- YOUR OBJECTIVE -
The expected response is the full set of records, unchanged.

Collected data

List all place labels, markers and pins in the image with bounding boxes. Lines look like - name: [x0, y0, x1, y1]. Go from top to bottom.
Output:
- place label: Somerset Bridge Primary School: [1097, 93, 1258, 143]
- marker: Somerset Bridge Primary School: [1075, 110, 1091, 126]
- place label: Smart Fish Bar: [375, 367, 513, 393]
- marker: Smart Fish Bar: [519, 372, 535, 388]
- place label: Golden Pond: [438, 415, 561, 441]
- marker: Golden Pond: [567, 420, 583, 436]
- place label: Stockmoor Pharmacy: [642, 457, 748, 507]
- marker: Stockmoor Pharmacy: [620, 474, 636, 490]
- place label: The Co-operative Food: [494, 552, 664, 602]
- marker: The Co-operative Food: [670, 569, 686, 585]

- ANSWER TO THIS EXERCISE -
List all place labels, markers and pins in the image with bounding boxes. Lines look like - name: [x0, y0, x1, y1]. Go from top to bottom.
Output:
- place label: Somerset Bridge Primary School: [1097, 93, 1258, 143]
- marker: Somerset Bridge Primary School: [1075, 110, 1091, 126]
- place label: Smart Fish Bar: [375, 367, 513, 393]
- marker: Smart Fish Bar: [519, 372, 535, 388]
- place label: Golden Pond: [438, 415, 561, 441]
- marker: Golden Pond: [567, 420, 583, 436]
- place label: Stockmoor Pharmacy: [642, 457, 748, 507]
- marker: Stockmoor Pharmacy: [620, 474, 636, 490]
- place label: The Co-operative Food: [494, 552, 664, 602]
- marker: The Co-operative Food: [670, 569, 686, 585]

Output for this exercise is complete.